Healthcare was the core work of the organisation, but towards the end of the 1960s the nature of that work began to change: "We stepped back a little from our involvement in healthcare, conflict and catastrophe, to start attending to wider social issues; at that time it was a new thing, yet now it seems to us that it has always been there ..... this changed our perspective, so in the '80s we began to address drug addiction with the arrival of heroin in Malaga, something that caused serious havoc in the population," stated Luis Utrilla.
He has headed up the organisation for eight years.
"In the late '90s and early 2000s we dedicated ourselves to economic crises and the problems of the boat people and we have had successive immigration crises since then. In 2012 we handled more than 12,000 people landing on our coast... Now we have two care centres for immigrants and refugees in Malaga," he said.
And now, in 2023, they celebrate their 150th anniversary and continue with their main task: "Getting to deal with those areas that the state institutions cannot reach," stressed the president of Malaga's Cruz Roja.
Right now they have some sixty programmes active in the province of Malaga and dedicated to the most vulnerable people in terms of employment, drugs and other addictions, victims of domestic violence, support for children and the elderly, among others.

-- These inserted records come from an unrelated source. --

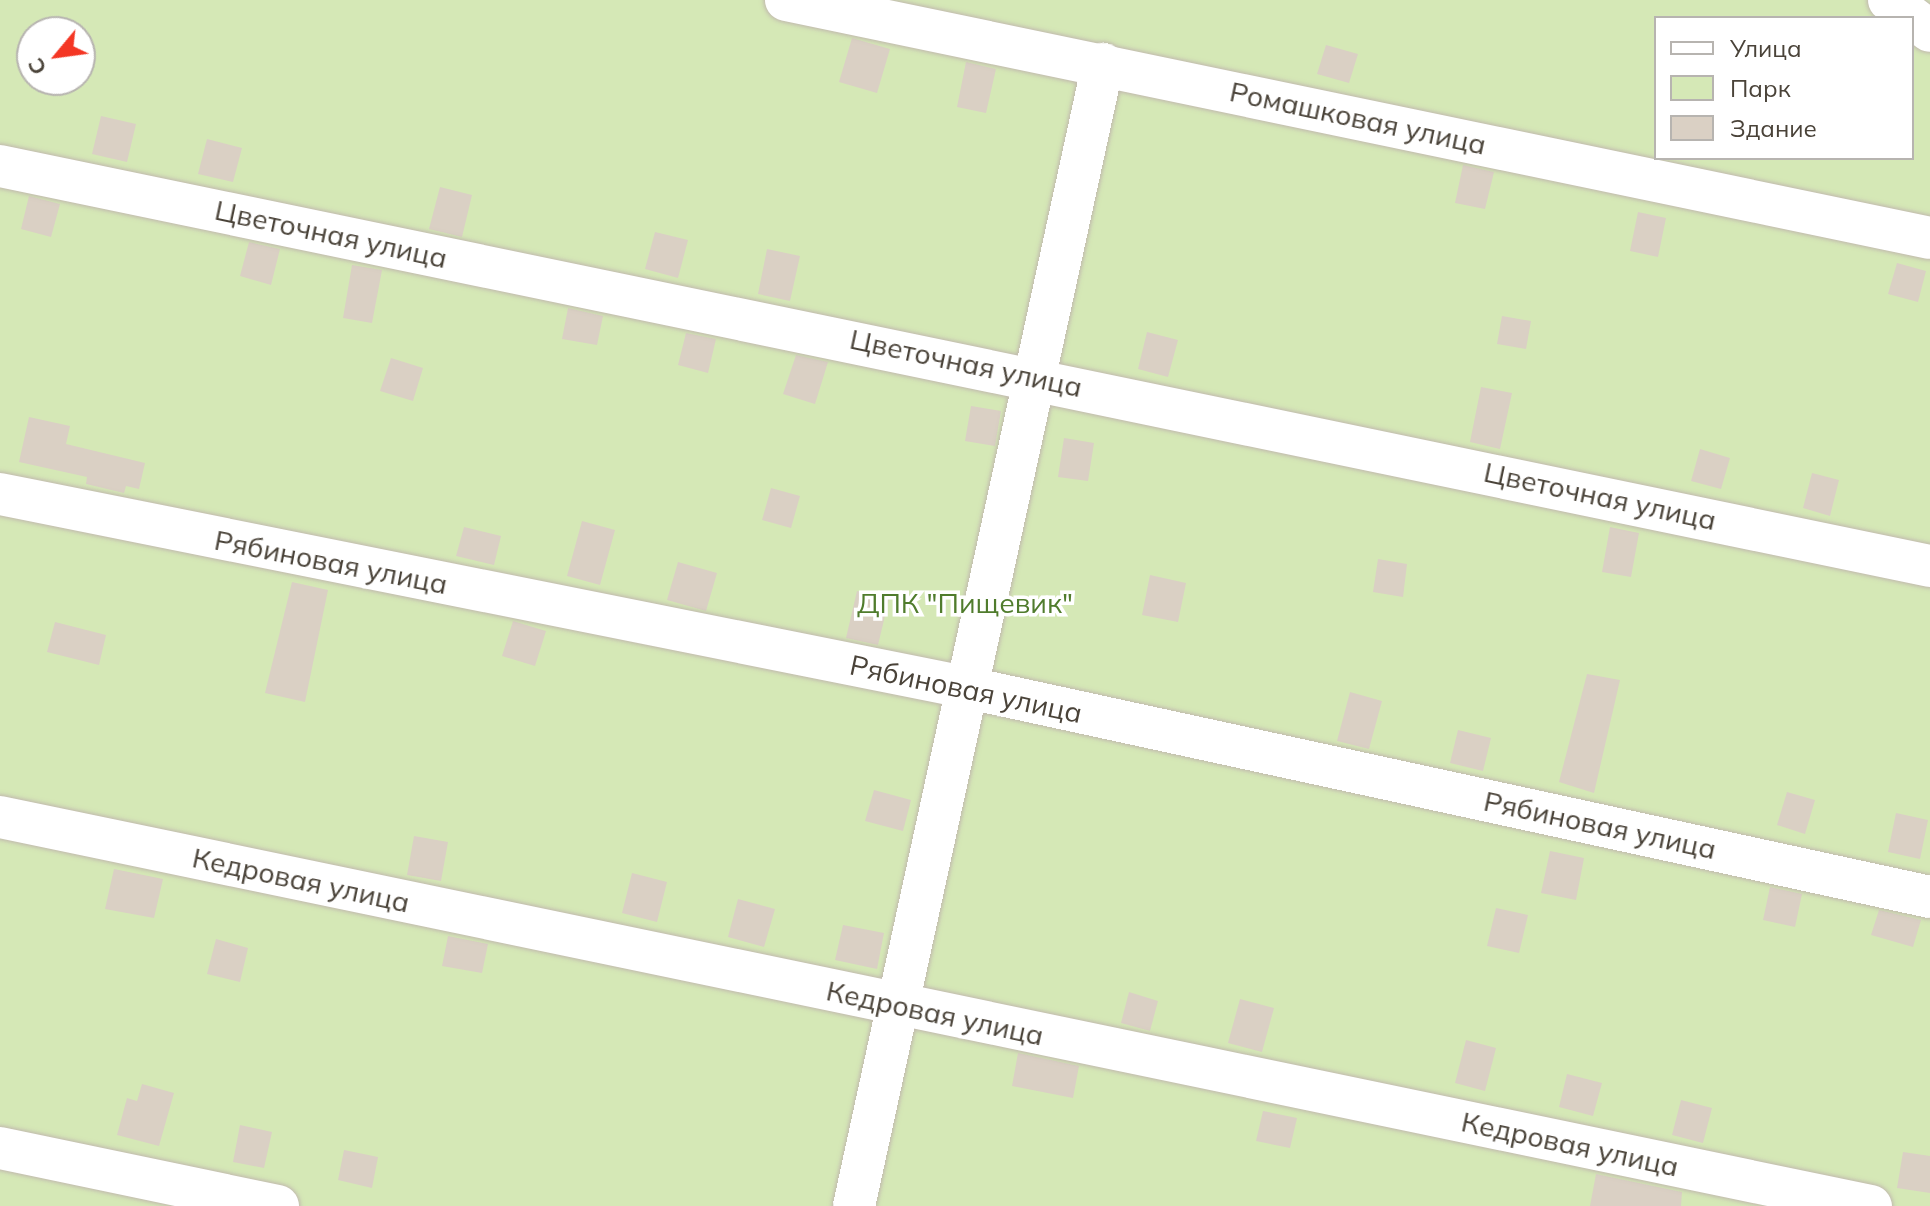 <!DOCTYPE html>
<meta charset="utf-8">
<style>
body{margin:0}
#map{position:relative;width:1930px;height:1206px;overflow:hidden;background:#f6f2ec;font-family:Mulish,sans-serif}
div>[style]{position:absolute}
[style*='--x']{left:calc(var(--x)*1px);top:calc(var(--y)*1px);width:calc(var(--w)*1px);rotate:calc(var(--a)*1deg)}
.green>*{inset:0;background:#d5e8b6}
.building>*{inset:0;background:#dad0c4}
.roads{filter:drop-shadow(0 0 2px #c1b9ae) drop-shadow(0 0 2px #c1b9ae)}
.street>*{height:42px;margin:-21px;padding:0 21px;transform-origin:21px;border-radius:21px;background:#fff}
span{translate:-50% -50%;white-space:nowrap;text-align:center;line-height:1.15;-webkit-text-stroke:7px #fff;paint-order:stroke}
.street-label{font-size:28px;color:#4a4339}
.park-label{font-size:28px;color:#507c2d}
.legend{position:absolute;left:1654px;top:16px;width:260px;height:144px;box-sizing:border-box;background:#fff;border:2px solid #b7b4b0;margin:0;padding:10px 14px;list-style:none;font-size:24px;color:#4a4339}
.legend li{display:flex;align-items:center;gap:16px;height:40px}
.legend b{width:40px;border:2px solid #b7b4b0}
.north{position:absolute;left:16px;top:16px;width:80px;height:80px;box-sizing:border-box;background:#fff;border:2px solid #b7b4b0;border-radius:50%;rotate:241deg;font-size:22px;font-weight:700;line-height:32px;text-align:center;color:#4a4339}
.north::after{content:'';display:block;margin:auto;width:28px;height:36px;background:#f43624;clip-path:polygon(50% 0,100% 100%,50% 72%,0 100%)}
</style>
<div id="map">
<div class="green">
<i style="clip-path:polygon(evenodd,0 0,1930px 0,1930px 1206px,0 1206px,0 0,1656px 18px,1912px 18px,1912px 158px,1656px 158px,1656px 18px,0 0,32px 32px,80px 32px,80px 80px,32px 80px,32px 32px)"></i>
</div>
<div class="building">
<i style="clip-path:polygon(852px 38px,890px 49px,877px 93px,839px 82px)"></i>
<i style="clip-path:polygon(1326px 45px,1358px 54px,1349px 83px,1317px 74px)"></i>
<i style="clip-path:polygon(966px 62px,996px 69px,986px 113px,957px 107px)"></i>
<i style="clip-path:polygon(101px 116px,136px 124px,127px 162px,92px 154px)"></i>
<i style="clip-path:polygon(207px 139px,242px 148px,233px 182px,198px 174px)"></i>
<i style="clip-path:polygon(1463px 165px,1494px 172px,1485px 209px,1455px 203px)"></i>
<i style="clip-path:polygon(440px 187px,472px 195px,462px 237px,429px 229px)"></i>
<i style="clip-path:polygon(29px 196px,60px 204px,51px 237px,21px 229px)"></i>
<i style="clip-path:polygon(1638px 212px,1666px 218px,1658px 257px,1630px 251px)"></i>
<i style="clip-path:polygon(655px 232px,688px 240px,678px 278px,645px 269px)"></i>
<i style="clip-path:polygon(249px 242px,280px 249px,271px 285px,240px 276px)"></i>
<i style="clip-path:polygon(767px 249px,800px 256px,790px 301px,758px 294px)"></i>
<i style="clip-path:polygon(1897px 263px,1926px 271px,1918px 302px,1888px 294px)"></i>
<i style="clip-path:polygon(352px 265px,382px 270px,372px 323px,343px 318px)"></i>
<i style="clip-path:polygon(568px 308px,603px 316px,597px 345px,562px 339px)"></i>
<i style="clip-path:polygon(1502px 316px,1531px 321px,1526px 349px,1497px 344px)"></i>
<i style="clip-path:polygon(1147px 332px,1178px 340px,1168px 377px,1138px 369px)"></i>
<i style="clip-path:polygon(686px 333px,716px 339px,708px 373px,678px 365px)"></i>
<i style="clip-path:polygon(796px 355px,828px 362px,815px 404px,783px 394px)"></i>
<i style="clip-path:polygon(391px 358px,423px 368px,413px 401px,380px 391px)"></i>
<i style="clip-path:polygon(1481px 387px,1512px 393px,1500px 449px,1470px 442px)"></i>
<i style="clip-path:polygon(971px 406px,1001px 411px,995px 446px,965px 441px)"></i>
<i style="clip-path:polygon(29px 417px,70px 426px,66px 444px,145px 463px,139px 489px,126px 486px,124px 493px,86px 484px,87px 477px,19px 462px)"></i>
<i style="clip-path:polygon(1064px 438px,1094px 443px,1088px 481px,1058px 477px)"></i>
<i style="clip-path:polygon(1700px 449px,1730px 458px,1721px 489px,1691px 481px)"></i>
<i style="clip-path:polygon(1812px 473px,1839px 480px,1830px 516px,1803px 508px)"></i>
<i style="clip-path:polygon(771px 488px,800px 496px,791px 528px,762px 520px)"></i>
<i style="clip-path:polygon(582px 521px,615px 530px,600px 585px,567px 576px)"></i>
<i style="clip-path:polygon(464px 527px,501px 536px,494px 565px,456px 556px)"></i>
<i style="clip-path:polygon(1610px 527px,1639px 533px,1631px 577px,1602px 572px)"></i>
<i style="clip-path:polygon(1378px 559px,1407px 564px,1403px 597px,1373px 592px)"></i>
<i style="clip-path:polygon(678px 562px,717px 573px,706px 611px,667px 600px)"></i>
<i style="clip-path:polygon(1150px 575px,1186px 583px,1178px 622px,1142px 615px)"></i>
<i style="clip-path:polygon(292px 582px,328px 590px,305px 702px,265px 693px)"></i>
<i style="clip-path:polygon(857px 591px,889px 599px,878px 645px,846px 638px)"></i>
<i style="clip-path:polygon(513px 621px,546px 631px,535px 666px,502px 656px)"></i>
<i style="clip-path:polygon(55px 622px,106px 635px,99px 665px,47px 652px)"></i>
<i style="clip-path:polygon(1587px 674px,1620px 680px,1594px 793px,1559px 782px)"></i>
<i style="clip-path:polygon(1350px 692px,1382px 701px,1369px 749px,1337px 741px)"></i>
<i style="clip-path:polygon(1458px 730px,1491px 738px,1483px 771px,1450px 763px)"></i>
<i style="clip-path:polygon(874px 790px,911px 800px,903px 831px,865px 821px)"></i>
<i style="clip-path:polygon(1787px 792px,1815px 800px,1805px 834px,1777px 825px)"></i>
<i style="clip-path:polygon(1896px 813px,1928px 820px,1920px 859px,1888px 852px)"></i>
<i style="clip-path:polygon(414px 836px,448px 842px,441px 881px,407px 875px)"></i>
<i style="clip-path:polygon(1550px 851px,1584px 858px,1576px 900px,1541px 893px)"></i>
<i style="clip-path:polygon(114px 869px,163px 879px,154px 918px,105px 909px)"></i>
<i style="clip-path:polygon(632px 873px,667px 882px,657px 922px,622px 913px)"></i>
<i style="clip-path:polygon(1770px 887px,1802px 894px,1795px 927px,1763px 920px)"></i>
<i style="clip-path:polygon(738px 899px,775px 909px,764px 947px,728px 937px)"></i>
<i style="clip-path:polygon(1496px 908px,1528px 915px,1519px 953px,1487px 946px)"></i>
<i style="clip-path:polygon(1879px 910px,1921px 920px,1913px 947px,1871px 935px)"></i>
<i style="clip-path:polygon(843px 925px,884px 933px,877px 969px,835px 960px)"></i>
<i style="clip-path:polygon(448px 936px,488px 944px,482px 973px,442px 966px)"></i>
<i style="clip-path:polygon(216px 939px,248px 948px,240px 982px,207px 974px)"></i>
<i style="clip-path:polygon(1129px 992px,1158px 1001px,1150px 1031px,1121px 1023px)"></i>
<i style="clip-path:polygon(1240px 999px,1274px 1008px,1262px 1052px,1228px 1043px)"></i>
<i style="clip-path:polygon(1466px 1040px,1496px 1048px,1485px 1091px,1455px 1083px)"></i>
<i style="clip-path:polygon(1018px 1053px,1079px 1066px,1073px 1098px,1012px 1086px)"></i>
<i style="clip-path:polygon(1567px 1074px,1602px 1083px,1593px 1116px,1559px 1107px)"></i>
<i style="clip-path:polygon(142px 1084px,174px 1093px,159px 1146px,117px 1135px,127px 1098px,137px 1101px)"></i>
<i style="clip-path:polygon(1681px 1100px,1712px 1108px,1703px 1143px,1672px 1135px)"></i>
<i style="clip-path:polygon(1263px 1111px,1297px 1118px,1290px 1148px,1256px 1141px)"></i>
<i style="clip-path:polygon(240px 1125px,272px 1132px,264px 1168px,233px 1162px)"></i>
<i style="clip-path:polygon(344px 1150px,378px 1157px,372px 1188px,338px 1180px)"></i>
<i style="clip-path:polygon(1903px 1152px,1930px 1156px,1930px 1193px,1897px 1188px)"></i>
<i style="clip-path:polygon(1596px 1174px,1682px 1192px,1681px 1206px,1590px 1206px)"></i>
</div>
<div class="roads">
<div class="street">
<i style="--x:786;--y:0;--w:1168;--a:11.75"></i>
<i style="--x:1889;--y:0;--w:51;--a:37.1"></i>
<i style="--x:0;--y:166;--w:1971;--a:11.71"></i>
<i style="--x:0;--y:494;--w:988;--a:11.32"></i>
<i style="--x:969;--y:688;--w:983;--a:12.27"></i>
<i style="--x:0;--y:817;--w:1911;--a:11.75"></i>
<i style="--x:0;--y:1148;--w:284;--a:11.8"></i>
<i style="--x:854;--y:1206;--w:1169;--a:-77.7"></i>
</div>
</div>
<div class="street-label">
<span style="left:1358px;top:118px;rotate:12deg">Ромашковая улица</span>
<span style="left:331px;top:234px;rotate:12deg">Цветочная улица</span>
<span style="left:966px;top:363px;rotate:12deg">Цветочная улица</span>
<span style="left:1600px;top:496px;rotate:12deg">Цветочная улица</span>
<span style="left:331px;top:562px;rotate:11deg">Рябиновая улица</span>
<span style="left:966px;top:689px;rotate:12deg">Рябиновая улица</span>
<span style="left:1600px;top:825px;rotate:12deg">Рябиновая улица</span>
<span style="left:301px;top:880px;rotate:12deg">Кедровая улица</span>
<span style="left:935px;top:1013px;rotate:12deg">Кедровая улица</span>
<span style="left:1570px;top:1144px;rotate:12deg">Кедровая улица</span>
</div>
<div class="park-label">
<span style="left:965px;top:603px">ДПК "Пищевик"</span>
</div>
<ul class="legend">
<li><b style="height:10px;background:#fff"></b>Улица</li>
<li><b style="height:22px;background:#d5e8b6"></b>Парк</li>
<li><b style="height:22px;background:#dad0c4"></b>Здание</li>
</ul>
<div class="north">С</div>
</div>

"We have more than 25,000 members throughout the province and more than 6,000 volunteers, who are the heart and soul of the institution," said Luis Utrilla.
Those thousands upon thousands of people who at some point have worked with the Cruz Roja are the essence of the organisation, the main people responsible for the fact that each good deed has been completed and every bit of aid has reached those in need of it.
"Our work is always collective because, fortunately, we have always been somewhat anonymous, we are remembered more for the job being done than the individuals who actually did it," stressed the president, who announced that around 85,000 people throughout the province are currently receiving help.
"That's an important number of the population for whom we continue to work like those thousands of Malaga folk who have gone before us and who have made Malaga a little more humane," concluded Luis Utrilla, with pride in his voice for the work of this organisation.